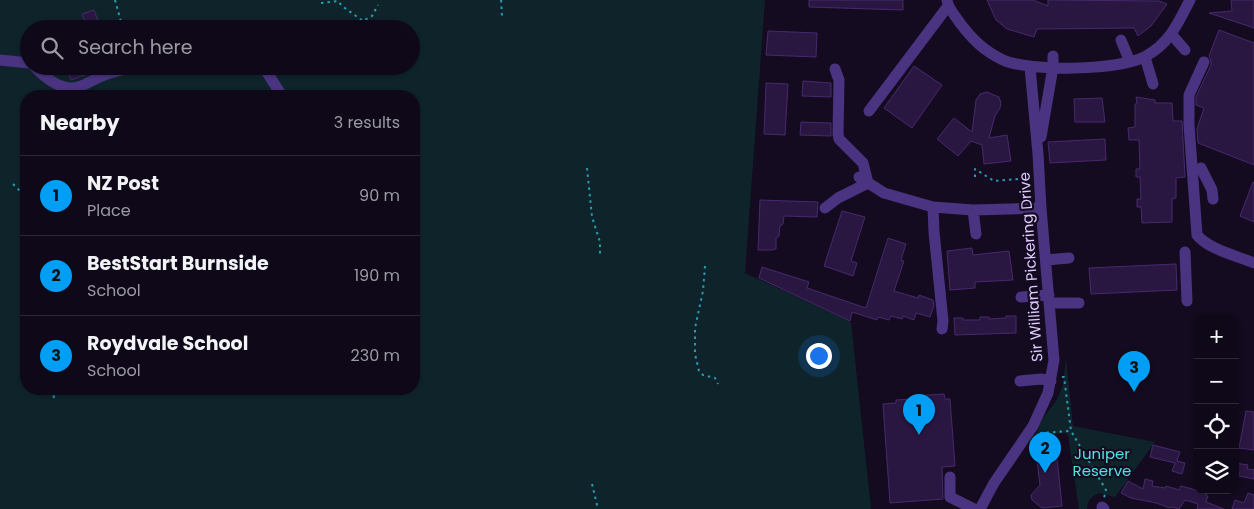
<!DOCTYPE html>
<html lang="en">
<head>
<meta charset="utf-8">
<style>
  :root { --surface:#0f0818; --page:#181121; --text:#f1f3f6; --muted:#9b9aa2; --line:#2f2937; --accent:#009ff5 }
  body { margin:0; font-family:Poppins,sans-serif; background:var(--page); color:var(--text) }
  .controls { position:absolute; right:15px; bottom:15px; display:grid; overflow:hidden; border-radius:10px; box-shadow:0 1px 4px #0004 }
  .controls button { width:45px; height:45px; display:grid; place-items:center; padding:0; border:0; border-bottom:1px solid var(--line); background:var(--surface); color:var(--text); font:25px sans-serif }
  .you { position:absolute; left:818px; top:355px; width:18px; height:18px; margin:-12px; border:4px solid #fff; border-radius:50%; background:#1a73e8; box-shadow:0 0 0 8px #1a73e833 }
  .badge { display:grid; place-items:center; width:32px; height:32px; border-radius:50%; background:var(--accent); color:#111; font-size:16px; font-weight:700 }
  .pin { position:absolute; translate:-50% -41px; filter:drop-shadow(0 1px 2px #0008) }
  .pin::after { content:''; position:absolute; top:26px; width:18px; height:15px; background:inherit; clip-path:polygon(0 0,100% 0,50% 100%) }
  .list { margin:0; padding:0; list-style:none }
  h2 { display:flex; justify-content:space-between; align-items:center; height:65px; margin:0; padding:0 20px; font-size:21px }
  h2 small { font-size:16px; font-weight:400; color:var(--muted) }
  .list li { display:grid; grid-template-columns:32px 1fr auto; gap:15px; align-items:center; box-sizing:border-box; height:80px; padding:0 20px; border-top:1px solid var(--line) }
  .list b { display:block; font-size:19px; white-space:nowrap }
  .list p { margin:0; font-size:16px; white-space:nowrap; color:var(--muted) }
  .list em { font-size:16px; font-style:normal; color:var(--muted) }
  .icon { flex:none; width:28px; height:28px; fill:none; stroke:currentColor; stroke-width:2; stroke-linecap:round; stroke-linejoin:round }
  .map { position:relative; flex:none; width:1254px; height:509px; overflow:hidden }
  .search { position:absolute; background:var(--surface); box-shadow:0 1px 4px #0004; left:20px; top:20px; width:400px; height:55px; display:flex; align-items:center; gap:12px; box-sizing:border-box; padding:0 18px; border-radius:28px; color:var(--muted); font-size:19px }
  .panel { position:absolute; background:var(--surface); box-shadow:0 1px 4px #0004; left:20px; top:90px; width:400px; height:305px; border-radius:20px }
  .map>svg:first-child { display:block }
  .green { fill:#0e242a; fill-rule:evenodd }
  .building { fill:#2a1741; stroke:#48286e }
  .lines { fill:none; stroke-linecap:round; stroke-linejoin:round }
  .path { stroke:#289ab5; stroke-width:2; stroke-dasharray:2.5 4; stroke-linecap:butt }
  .minor { stroke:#4a3481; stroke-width:11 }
  .labels { text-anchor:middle; stroke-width:4.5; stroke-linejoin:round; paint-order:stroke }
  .street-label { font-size:15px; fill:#ddcaff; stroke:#140b20 }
  .park-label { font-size:15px; fill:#51e3e4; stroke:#140b20 }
</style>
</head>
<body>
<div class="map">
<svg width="1254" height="509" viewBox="0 0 1254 509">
  <rect width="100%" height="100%" fill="#140b20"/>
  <path class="green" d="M0 0H765L745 273 851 322 871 509H0ZM29 29H411V66H29ZM26 96H414V389H26Z
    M1066 358 1073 426 1155 442 1115 497 1099 493C1091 497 1087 501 1087 509H1079L1068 435 1065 433 1035 436 1043 418 1056 401 1060 392 1063 385Z"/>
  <path class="building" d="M809 0H903V10L809 7Z
    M987 0H1033L1048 6V0L1159 1 1167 4 1151 26 1138 36 1134 28 1037 29 1034 37 1007 29 996 20Z
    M1231 0H1254V28L1209 13 1232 11Z
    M94 10 101 29H88L82 14Z
    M1219 30 1254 43V165L1198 143 1197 129 1204 108 1196 105V97L1211 65V61L1209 56Z
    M768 31 817 33 816 57 766 55Z
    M66 66H105L106 67 71 80Z
    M914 66 942 85 912 128 884 108Z
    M803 81 831 83V97L802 96Z
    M766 83 788 84 785 135 764 134Z
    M987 92 999 97 1001 103 1000 108 995 116 989 138 1007 135 1011 161 984 164 982 145 971 141 958 156 937 139 954 118 972 132 976 100 980 94Z
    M1136 97 1155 100V103H1172L1173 121H1182L1185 177 1176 178V198L1172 199V222L1142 223 1141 207H1137V199H1141L1140 177H1136V169H1140L1139 140H1129L1128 128 1135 127V104H1137Z
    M1102 98 1105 122H1075L1074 99Z
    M801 122 831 123V136L800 135Z
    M1105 139 1106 160 1050 163 1048 142Z
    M1253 182 1254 183V222L1240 216Z
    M760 200 818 202 817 217 784 216 783 224 780 226 779 236 776 238V249H774L773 250H758Z
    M842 211 865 217 851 261 857 263 853 276 824 266Z
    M888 238 906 244 901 260 904 261 894 291 918 298 919 295 933 300 934 306 930 317 916 313 914 320 903 316 902 319 891 316 889 320 878 317 877 320 852 312 850 321 759 278 762 267 809 282 807 288 866 308Z
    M972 248 973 255 1009 251 1013 280 975 282V288L950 290 947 251Z
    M1176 264 1177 290 1091 294 1089 268Z
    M1006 316H1016V333L955 335 954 318H963V320H980V317H989V319L1006 318Z
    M944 394 945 399H950L955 466 942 467 943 499 890 503 883 404 896 403V400L914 399V396Z
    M1246 411 1254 412V450L1239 448Z
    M1153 445 1180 452 1177 461 1185 463 1182 474 1172 471 1175 463 1150 457Z
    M1047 448H1056L1062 506 1042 508 1032 500 1031 495 1040 485 1036 452 1047 451Z
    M1235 463 1248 465 1247 469 1254 470V479L1239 476V472L1235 470Z
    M1145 479 1153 481 1152 486 1165 488 1166 486 1179 490 1181 486 1207 493 1206 496H1208L1206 502 1224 509H1197L1198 504 1185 500 1179 509 1171 507 1170 508 1156 503 1131 498 1121 493 1128 481 1143 489Z
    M1248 493 1254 495V509H1232L1235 500 1244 503Z"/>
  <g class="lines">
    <path class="path" d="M115 0 123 29
      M501 0 502 16
      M321 3 338 1 342 6 363 21 372 16 378 5
      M358 26 363 21
      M587 168 592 217 600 242V257
      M975 177V169L994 181 1030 178
      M13 184 26 197
      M705 266 703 291 695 328V354L699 371 703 375 715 378 718 384
      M23 328 26 336
      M1062 377H1064L1071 431 1106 490 1104 498
      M53 389 54 399
      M1040 433 1070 431
      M592 484 598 509"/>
    <path class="minor" d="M947 0C948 9 955 15 960 23 972 39 984 51 1003 60 1030 72 1119 71 1146 56 1170 43 1178 23 1190 0
      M1172 35 1185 50
      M1121 40 1130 62
      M1145 57 1153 84
      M0 60 29 63
      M1204 62 1189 95V125L1197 235C1208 249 1237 256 1254 263
      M34 66C44 77 62 92 78 87 88 84 97 77 107 74 116 71 124 70 133 66
      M263 66 282 96
      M869 111 948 6
      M1041 137 1053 67V56
      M1201 168 1212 190 1213 199
      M859 177 884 193 933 207 973 210 1041 208
      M933 207 934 232 943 321 942 329
      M825 208 838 198 868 183 863 163 839 139 838 134 839 80 835 69
      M973 210 976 234
      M1185 252 1187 301
      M1046 260 1069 258
      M1021 297 1049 295
      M1050 303H1079
      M1020 381 1041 379 1051 381
      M950 477V497L974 509
      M1102 507 1104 509
      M980 509 994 483 1033 426 1048 393 1054 360 1041 208 1038 154 1030 67"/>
  </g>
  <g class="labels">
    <g class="street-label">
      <text transform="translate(1031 267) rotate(-94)" y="5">Sir William Pickering Drive</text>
    </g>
    <g class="park-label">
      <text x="1102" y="459">Juniper<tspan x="1102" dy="17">Reserve</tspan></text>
    </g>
  </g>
</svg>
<div class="controls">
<button>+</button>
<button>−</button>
<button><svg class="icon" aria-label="locate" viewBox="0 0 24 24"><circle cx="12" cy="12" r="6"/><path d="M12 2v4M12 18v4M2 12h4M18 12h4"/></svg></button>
<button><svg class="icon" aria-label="layers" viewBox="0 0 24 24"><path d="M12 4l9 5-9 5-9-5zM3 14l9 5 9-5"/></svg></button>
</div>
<div class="you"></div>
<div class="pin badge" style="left:919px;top:435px">1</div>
<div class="pin badge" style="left:1045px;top:473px">2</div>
<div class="pin badge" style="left:1134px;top:392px">3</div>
<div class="search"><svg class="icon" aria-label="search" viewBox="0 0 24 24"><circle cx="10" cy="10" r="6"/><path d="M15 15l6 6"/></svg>Search here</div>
<section class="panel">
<h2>Nearby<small>3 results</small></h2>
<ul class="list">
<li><span class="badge">1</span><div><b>NZ Post</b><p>Place</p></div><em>90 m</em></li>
<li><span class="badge">2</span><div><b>BestStart Burnside</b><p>School</p></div><em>190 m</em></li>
<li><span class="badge">3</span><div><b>Roydvale School</b><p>School</p></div><em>230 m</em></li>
</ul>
</section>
</div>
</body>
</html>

* _TO DO_:
Your task is to reproduce exactly the lines from the start of the data above through the line containing "margin:0; padding:0; list-style:none", leaving every picture out.

* _SOLVED EXERCISE_:
<!DOCTYPE html>
<html lang="en">
<head>
<meta charset="utf-8">
<style>
  :root { --surface:#0f0818; --page:#181121; --text:#f1f3f6; --muted:#9b9aa2; --line:#2f2937; --accent:#009ff5 }
  body { margin:0; font-family:Poppins,sans-serif; background:var(--page); color:var(--text) }
  .controls { position:absolute; right:15px; bottom:15px; display:grid; overflow:hidden; border-radius:10px; box-shadow:0 1px 4px #0004 }
  .controls button { width:45px; height:45px; display:grid; place-items:center; padding:0; border:0; border-bottom:1px solid var(--line); background:var(--surface); color:var(--text); font:25px sans-serif }
  .you { position:absolute; left:818px; top:355px; width:18px; height:18px; margin:-12px; border:4px solid #fff; border-radius:50%; background:#1a73e8; box-shadow:0 0 0 8px #1a73e833 }
  .badge { display:grid; place-items:center; width:32px; height:32px; border-radius:50%; background:var(--accent); color:#111; font-size:16px; font-weight:700 }
  .pin { position:absolute; translate:-50% -41px; filter:drop-shadow(0 1px 2px #0008) }
  .pin::after { content:''; position:absolute; top:26px; width:18px; height:15px; background:inherit; clip-path:polygon(0 0,100% 0,50% 100%) }
  .list { margin:0; padding:0; list-style:none }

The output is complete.